Le Conseil de sécurité de l’ONU a avancé de 24 heures la date de la tenue de sa réunion à huis-clos consacrée au conflit du Sahara marocain et qui était initialement prévue pour le vendredi 24 avril, selon le nouveau programme mensuel communiqué par la présidence tournante du Conseil qu’assure le Royaume de Bahreïn ce mois-ci.
Le réajustement dudit programme est dicté par les derniers développements de la situation géopolitique au Moyen-Orient et dans la région du Golfe, où le cessez-le-feu de deux semaines conclu entre les États-Unis et l’Iran devrait expirer dans la nuit du mardi à mercredi 22 avril sur fond de vives préoccupations au sein de la communauté internationale et des pays de la région.
L’envoyé personnel du secrétaire général de l’ONU pour le Sahara, Staffan de Mistura, ainsi que le chef de la MINURSO, Alexander Ivanko sont donc attendu le jeudi 23 avril au Conseil de Sécurité pour soumettre à ses quinze membres, leurs rapports portant sur les derniers développements survenus depuis l’adoption de la résolution 2797 le 31 octobre 2025, au Sahara marocain et dans les pays frontaliers du Maroc (Algérie, Mauritanie et les camps de Tindouf).
La session au cours de laquelle le Conseil de Sécurité de l’ONU devrait débattre une probable révision stratégique du mandat de la MINURSO conformément à la résolution 2797, est en revanche, maintenue à sa date initiale du 30 avril.
A signaler que l’Administration Trump est bien déterminée à défendre l’option de l’autonomie pour le Sahara que le Maroc propose comme unique solution pour le règlement du litige territorial artificiel monté de toutes pièces par le régime algérien autour du Sahara Occidental marocain dans les année 70.
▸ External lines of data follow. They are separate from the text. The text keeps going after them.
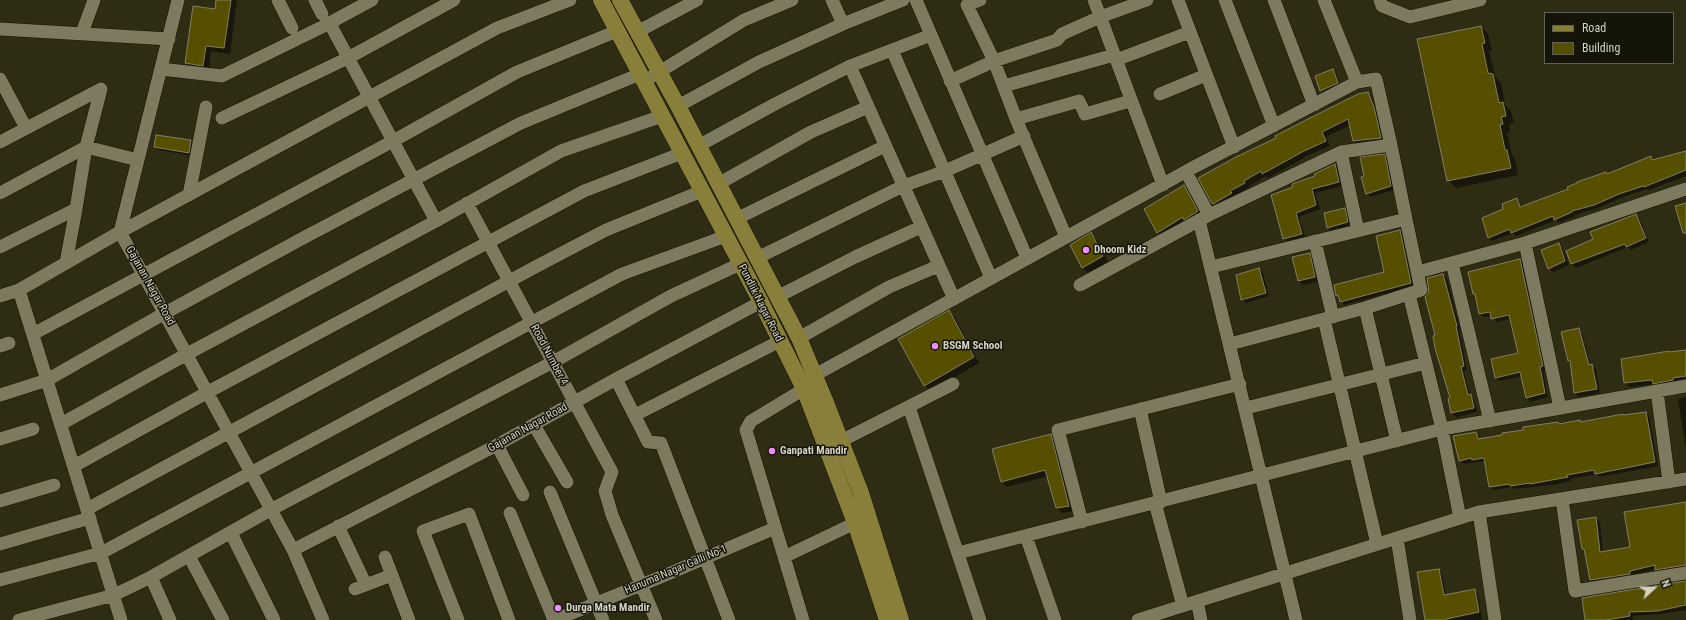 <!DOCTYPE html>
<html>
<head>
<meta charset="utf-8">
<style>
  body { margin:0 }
  #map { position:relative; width:1686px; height:620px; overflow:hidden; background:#2f2c14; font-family:"Roboto Condensed",sans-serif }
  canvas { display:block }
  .legend { position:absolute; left:1544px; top:12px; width:130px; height:52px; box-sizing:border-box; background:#151409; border:1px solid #616053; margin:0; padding:5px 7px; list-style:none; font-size:12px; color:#d3d2c3 }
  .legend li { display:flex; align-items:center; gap:8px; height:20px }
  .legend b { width:20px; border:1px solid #616053 }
  .north { position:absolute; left:1634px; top:568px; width:40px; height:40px; -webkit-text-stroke:3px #151409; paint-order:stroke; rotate:69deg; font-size:11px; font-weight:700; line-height:16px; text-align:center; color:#d3d2c3 }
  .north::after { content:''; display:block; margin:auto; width:14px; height:18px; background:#d3d2c3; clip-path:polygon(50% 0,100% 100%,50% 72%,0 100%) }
</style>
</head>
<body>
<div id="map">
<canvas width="1686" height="620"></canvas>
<ul class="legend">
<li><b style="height:5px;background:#877f3a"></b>Road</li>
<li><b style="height:11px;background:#574f00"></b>Building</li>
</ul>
<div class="north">N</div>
</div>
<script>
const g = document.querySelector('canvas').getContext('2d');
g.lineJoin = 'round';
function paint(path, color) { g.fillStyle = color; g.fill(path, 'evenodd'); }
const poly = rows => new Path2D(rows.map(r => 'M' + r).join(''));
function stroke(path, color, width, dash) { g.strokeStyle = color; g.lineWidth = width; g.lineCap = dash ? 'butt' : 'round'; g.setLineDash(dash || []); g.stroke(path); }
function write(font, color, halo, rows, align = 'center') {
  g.font = font + ' "Roboto Condensed",sans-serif'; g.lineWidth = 3; g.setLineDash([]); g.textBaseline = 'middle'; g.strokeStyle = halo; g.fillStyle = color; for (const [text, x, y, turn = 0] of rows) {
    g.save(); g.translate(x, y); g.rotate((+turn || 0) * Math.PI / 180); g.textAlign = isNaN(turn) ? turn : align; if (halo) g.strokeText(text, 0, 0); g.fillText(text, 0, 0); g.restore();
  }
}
paint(poly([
  [217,0,237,0,230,54,211,51,209,71,192,69,186,63,216,10],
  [1481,27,1488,34,1492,51,1489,51,1495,76,1501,83,1505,105,1511,111,1514,123,1509,124,1510,132,1507,133,1512,155,1515,159,1518,175,1456,188,1448,180],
  [1332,70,1336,74,1341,87,1325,94,1321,90],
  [1368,93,1373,98,1379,112,1385,143,1359,146,1354,141,1350,125,1326,137,1330,146,1309,155,1268,178,1266,176,1249,186,1249,188,1234,196,1236,198,1219,208,1214,204,1200,179],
  [157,136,191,141,195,145,193,156,159,150,155,147],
  [1686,152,1686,176,1649,190,1647,189,1623,197,1598,208,1575,215,1575,216,1559,223,1556,220,1516,236,1513,233,1492,241,1488,237,1505,210,1517,200,1522,207,1608,175,1650,157,1654,161],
  [1384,155,1388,159,1394,190,1370,197,1367,193],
  [1335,165,1339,168,1342,186,1315,193,1320,209,1299,217,1305,237,1288,242,1284,238,1294,188],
  [1184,186,1188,190,1201,215,1161,236,1157,232],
  [1345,209,1348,213,1351,226,1332,231,1328,227],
  [1636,215,1640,219,1649,242,1631,250,1628,247,1576,268,1572,264,1567,251,1594,240],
  [1400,231,1404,234,1414,286,1344,305,1337,295,1385,273],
  [1091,234,1097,240,1108,262,1089,274,1083,268,1071,245],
  [1559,244,1562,248,1569,265,1553,272,1549,268],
  [1309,254,1313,258,1319,281,1303,285,1299,281,1293,258],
  [1520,261,1524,264,1546,370,1543,371,1548,397,1531,402,1527,398,1522,376,1500,381,1496,378,1519,353,1511,319,1496,322,1492,316,1484,317,1480,314,1477,296,1474,294],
  [1259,269,1263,273,1269,296,1246,303,1242,299],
  [1443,275,1447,278,1460,329,1459,330,1467,370,1464,371,1470,395,1474,399,1477,412,1456,417,1452,413,1451,399,1436,336],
  [949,312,955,318,979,363,931,391,925,385],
  [1579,329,1582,333,1591,366,1596,369,1600,393,1579,397,1575,393,1571,363,1568,360],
  [1686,351,1686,381,1658,388,1654,384,1630,387,1625,383,1622,360,1669,352,1670,353],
  [1686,397,1686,449,1678,399],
  [1646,413,1649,416,1658,466,1600,477,1597,474,1570,479,1571,481,1552,485,1514,489,1512,487,1494,490,1490,487,1484,461,1464,464,1460,460,1476,433,1480,440,1580,421,1581,423],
  [1514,482,1514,484,1491,488,1491,486],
  [1051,435,1056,441,1073,504,1059,507,1059,509,1073,506,1074,511,1062,513,1057,508,1048,476,1007,487,1002,482],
  [1686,503,1686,569,1660,573,1656,569,1633,575,1634,577,1595,584,1591,580,1586,552,1583,549,1596,518,1600,522,1603,552,1631,548],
  [1438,570,1442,574,1446,595,1475,590,1478,594,1482,620,1426,620],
  [1686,582,1686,610,1661,614,1632,616,1633,620,1586,620,1655,589]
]), '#0007');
const building = poly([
  [216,0,231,0,224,48,206,46,203,66,185,63,193,6,215,9,216,0],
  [1481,26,1485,43,1482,44,1488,73,1493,74,1499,103,1503,102,1506,116,1501,117,1503,124,1500,125,1505,150,1507,150,1511,168,1447,181,1417,39,1481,26],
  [1333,69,1338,83,1320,91,1315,76,1333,69],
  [1368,92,1374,107,1381,138,1353,141,1348,119,1322,132,1326,141,1304,151,1262,174,1261,171,1244,181,1245,183,1230,191,1232,193,1213,204,1211,202,1198,178,1238,156,1276,138,1275,136,1300,123,1358,94,1368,92],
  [156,135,191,140,189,153,154,147,156,135],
  [1686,151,1686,170,1644,187,1643,186,1619,194,1594,205,1572,211,1572,212,1554,220,1553,216,1511,233,1510,229,1488,238,1482,218,1503,209,1502,204,1517,198,1520,207,1568,189,1567,187,1577,183,1577,182,1606,172,1607,174,1651,156,1652,160,1686,151],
  [1385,154,1391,186,1366,194,1361,177,1364,176,1360,157,1385,154],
  [1335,164,1339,182,1312,189,1316,205,1296,213,1302,234,1283,239,1271,195,1293,187,1292,184,1315,176,1314,174,1335,164],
  [1184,185,1198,211,1184,220,1183,217,1157,233,1144,209,1184,185],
  [1686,203,1686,233,1683,233,1675,206,1686,203],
  [1345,208,1348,222,1327,228,1324,213,1345,208],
  [1636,214,1646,238,1626,247,1625,244,1571,264,1566,251,1593,239,1590,232,1636,214],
  [1400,230,1411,283,1340,302,1338,295,1336,296,1334,285,1384,272,1376,236,1400,230],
  [1091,232,1103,256,1082,268,1070,245,1091,232],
  [1559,243,1565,261,1548,269,1541,250,1559,243],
  [1310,253,1315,277,1298,281,1292,257,1310,253],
  [1520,259,1543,366,1540,367,1545,393,1526,398,1520,372,1495,378,1491,359,1518,353,1509,315,1491,319,1490,312,1479,314,1475,294,1473,294,1468,272,1520,259],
  [1259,268,1266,293,1241,300,1236,275,1259,268],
  [1443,274,1457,326,1456,326,1464,366,1461,367,1468,395,1471,394,1474,408,1451,413,1448,399,1450,398,1435,348,1433,336,1435,335,1425,297,1429,292,1427,278,1443,274],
  [949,310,974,357,924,386,898,339,949,310],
  [1579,328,1589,365,1592,364,1597,389,1574,393,1570,360,1568,361,1561,332,1579,328],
  [1686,350,1686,376,1673,378,1673,380,1653,384,1652,380,1624,383,1621,359,1669,351,1669,352,1686,350],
  [1646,412,1655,462,1595,474,1594,470,1567,475,1568,477,1530,484,1530,483,1510,486,1509,484,1489,487,1484,459,1483,458,1472,460,1471,458,1459,461,1453,436,1476,432,1478,439,1502,435,1502,433,1523,430,1523,427,1558,422,1559,424,1580,420,1580,422,1623,414,1623,415,1646,412],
  [1051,434,1069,506,1056,508,1045,470,1001,482,992,449,1051,434],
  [1686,502,1686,565,1655,570,1655,565,1630,571,1630,574,1590,580,1584,549,1582,549,1577,520,1596,517,1600,552,1630,547,1624,512,1686,502],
  [1439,569,1444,595,1475,589,1479,612,1446,619,1446,620,1425,620,1417,572,1439,569],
  [1686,581,1686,605,1657,611,1629,612,1630,616,1606,620,1585,620,1582,598,1635,589,1654,588,1653,586,1686,581]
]);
paint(building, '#574f00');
stroke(building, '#817e63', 1);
const minor = poly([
  [178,0,120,232,293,550,323,620],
  [278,0,292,28],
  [315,0,322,14],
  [832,0,843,24],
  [916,0,1027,258],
  [980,0,967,5,994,61,1016,119,1066,237],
  [1094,0,1163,185],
  [1178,0,1234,147],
  [1225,0,1274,126],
  [1274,0,1314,105],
  [1324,0,1357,82],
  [1380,0,1382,6,1410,17,1480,0],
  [330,24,436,221],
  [0,29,169,39],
  [637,32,697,0],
  [82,33,94,0],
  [892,50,991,278],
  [1116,60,1190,32],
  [850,66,954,299],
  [161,69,222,76,324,26,372,0],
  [651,77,744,20,792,0],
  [0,79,26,128],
  [950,81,994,61,1057,40,1062,34,1100,17,1147,0],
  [1004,86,1114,55],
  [1160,94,1206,75],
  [678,106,759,62,843,24,903,0],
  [222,118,348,58,454,0],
  [1016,119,1079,101,1085,114,1130,101],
  [0,142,101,89],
  [698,146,775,104,850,66,931,35],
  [1341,152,1358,231],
  [1186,172,1209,215],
  [718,184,811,132,868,107],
  [0,193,86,147,138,160],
  [189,195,206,107],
  [467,203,612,472,605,491,612,515,656,620],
  [736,219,885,146],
  [1199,220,1296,620],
  [1315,241,1333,317],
  [1525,243,1560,408],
  [0,247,76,209],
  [757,258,903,186,945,171,1024,136],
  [66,263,76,209,86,147,101,89],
  [1452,263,1490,421],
  [1418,272,1525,243,1686,189],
  [1080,285,1209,215,1341,152,1391,145],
  [19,290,121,620],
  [1409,294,1442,429,1460,518],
  [0,296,19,290,120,232,497,28,570,0],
  [777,297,855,257,921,227],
  [1365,308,1397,441],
  [1324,319,1377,544],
  [33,334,393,141,517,72,617,31],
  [799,338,889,287,938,266],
  [1230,344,1365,308,1421,290,1406,219],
  [0,346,9,343],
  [616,379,648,442,661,443,729,620],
  [1657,391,1669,482],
  [0,395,47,380,165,313,305,237,521,123,640,74],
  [909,407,980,620],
  [1246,408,1426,363],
  [1140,409,1161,502],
  [635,415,780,341],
  [61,424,187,354,436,221,561,151,662,116],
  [534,425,567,482],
  [0,439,33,429],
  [841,441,953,384],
  [497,445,523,495],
  [74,466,208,392,584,191,682,153],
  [550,492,603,620],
  [1562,499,1575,591,1686,573],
  [0,501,54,485],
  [1155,503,1183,606],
  [87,509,539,265,606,230,702,191],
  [1479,512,1495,620],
  [510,513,554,620],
  [1082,522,1058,430,1240,384],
  [338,526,366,585],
  [231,533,274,620],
  [1026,536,1055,620],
  [1397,538,1410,620],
  [0,544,90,518],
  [293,550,497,445,616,379,761,302],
  [958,553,1442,429,1686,386],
  [189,556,223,620],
  [385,557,409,620],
  [784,557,855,523],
  [151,577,170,620],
  [0,580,101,553,622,274,726,236],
  [355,589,392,575],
  [1197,601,1201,620],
  [19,620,114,595,151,577,272,509,553,362,671,296,740,264],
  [458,620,423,531,469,514,509,620],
  [555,620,668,574,775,528],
  [803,620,746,430,751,421,804,389,815,375,1019,263,1196,166,1357,82,1376,79,1391,145,1406,219,1211,267],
  [1138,620,1479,512,1686,479]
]);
const major = poly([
  [601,0,761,302,804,389,855,523,887,620],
  [620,0,678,106,799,338,825,400,861,493,901,620]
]);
stroke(minor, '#171400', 14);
stroke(major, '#171400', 17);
stroke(minor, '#7d7a60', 13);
stroke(major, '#877f3a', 16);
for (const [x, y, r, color] of [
  [1086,250,4,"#eb8dfc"],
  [935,346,4,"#eb8dfc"],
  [772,451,4,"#eb8dfc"],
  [558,608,4,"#eb8dfc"]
]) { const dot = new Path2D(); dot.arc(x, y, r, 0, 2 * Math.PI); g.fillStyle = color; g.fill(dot); stroke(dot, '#151409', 1.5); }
write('bold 11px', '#d3d2c3', '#151409', [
  ["Dhoom Kidz",1094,250],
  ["BSGM School",943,346],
  ["Ganpati Mandir",780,451],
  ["Durga Mata Mandir",566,608]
], 'left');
write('11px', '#d3d2c3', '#151409', [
  ["Gajanan Nagar Road",150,286,61],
  ["Pundlik Nagar Road",760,303,63],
  ["Road Number 4",549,355,62],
  ["Gajanan Nagar Road",528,428,-29],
  ["Hanuma Nagar Galli No-1",676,570,-23]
]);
</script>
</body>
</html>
Le Conseiller spécial du président Donald Trump pour les affaires arabes et africaines, Massad Boulos l’a signifié à nouveau, au ministre algérien des Affaires étrangères, Ahmed Attaf le 19 avril dernier en Turquie en marge du Forum diplomatique d’Antalya.
Le haut responsable américain a fait part à son interlocuteur algérien, de trois exigences majeures de Washington, à savoir : le démantèlement des camps de Tindouf par le régime algérien, sa non-ingérence dans les affaires internes du Mali, ainsi que l’engagement de réformes politiques et économiques en Algérie.
Les États-Unis en tant que membre permanent de premier plan au sein du Conseil de sécurité de l’ONU, ont également l’intention d’exercer des pressions lors de la session de fin avril, pour une révision des prérogatives de la MINURSO qui au bout de plus de cinquante ans, n’a pas réussi à clore définitivement l’épineux dossier du Sahara en se contentant seulement à veiller au respect du cessez-le-feu conclu en 1991.